Zeroing In: If you’ve ever seen radar dishes spinning (like in old-timey World War II newsreels), you’ve seen one limitation of the technology: it has to look away while it scans in the other direction. (You can also see this in the blip-blipping of targets on old-fashioned green radar scanners.) But there’s another type of system called “active electronically scanned array” that allows a computer to send a beam of radio waves directly at a target without physically moving the antenna or dish. Because the system never takes its “eye” off the target, it can track its location much more precisely and with much less lag time. It can also track a lot more targets than traditional radar, making it perfect for crowded airspace.
A high-resolution radar network could be used for a lot more than simply guiding burrito drones and Amazon deliveries to your doorstep.

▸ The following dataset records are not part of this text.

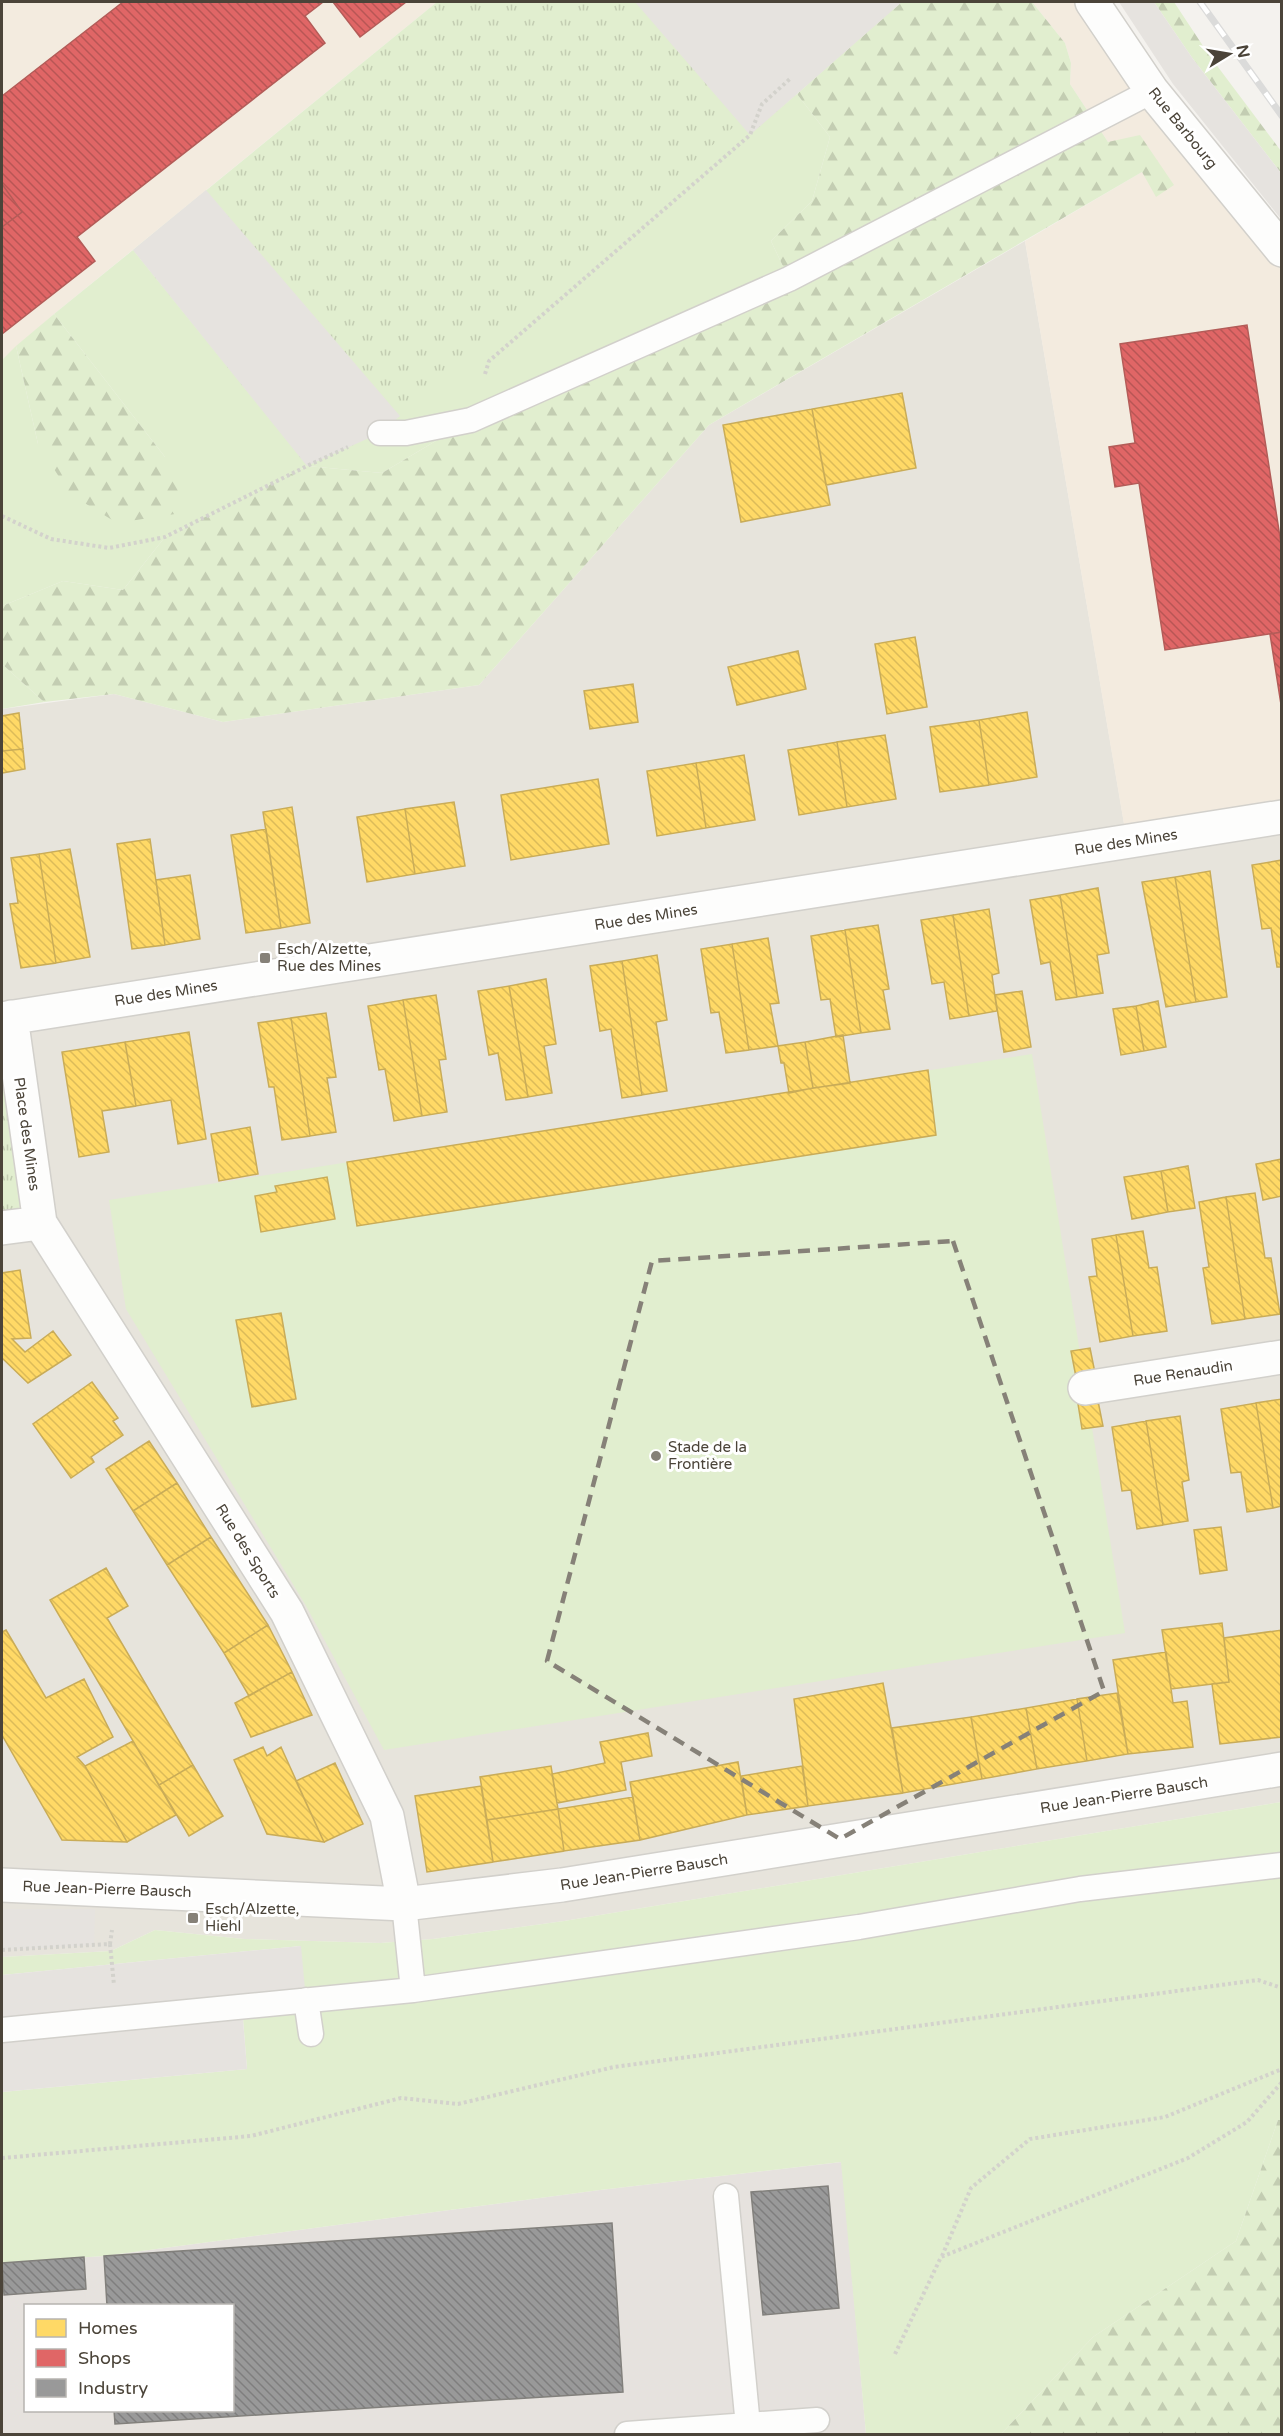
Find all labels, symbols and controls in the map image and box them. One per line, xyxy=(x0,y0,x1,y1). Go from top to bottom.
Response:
north arrow xyxy=(1199,24,1259,84)
text: N xyxy=(1232,43,1254,60)
street label: Rue Barbourg xyxy=(1145,84,1221,172)
street label: Rue des Mines xyxy=(1073,825,1179,859)
street label: Rue des Mines xyxy=(593,900,699,934)
place label: Esch/Alzette, Rue des Mines xyxy=(277,940,381,975)
marker: Esch/Alzette, Rue des Mines xyxy=(258,951,272,965)
street label: Rue des Mines xyxy=(113,976,219,1010)
street label: Place des Mines xyxy=(10,1076,44,1192)
street label: Rue Renaudin xyxy=(1132,1356,1234,1390)
place label: Stade de la Frontière xyxy=(668,1438,747,1473)
marker: Stade de la Frontière xyxy=(649,1449,663,1463)
street label: Rue des Sports xyxy=(212,1501,284,1601)
street label: Rue Jean-Pierre Bausch xyxy=(1039,1773,1209,1817)
street label: Rue Jean-Pierre Bausch xyxy=(559,1850,729,1894)
street label: Rue Jean-Pierre Bausch xyxy=(22,1877,192,1901)
place label: Esch/Alzette, Hiehl xyxy=(205,1900,300,1935)
marker: Esch/Alzette, Hiehl xyxy=(186,1911,200,1925)
legend xyxy=(24,2304,234,2412)
text: Homes xyxy=(78,2317,138,2339)
text: Shops xyxy=(78,2347,131,2369)
text: Industry xyxy=(78,2377,149,2399)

Other Applications: As the chief engineer on the project told Wired, “You can also leverage it for microscale weather analysis, including 3-D wind information, and down to extremely localized tracking that could help future air vehicles as well as the general public.” The company’s recent tests showed that even a single unit without the whole network could track planes in a 20-mile radius and guide their landings with “surgical precision,” hinting that it could be used to further automate air travel. Raytheon says the system could be as cost-effective as the mega scanners, but, whether it’s GPS or a new radar network, we’re going to need to keep an eye on the skies, one way or another.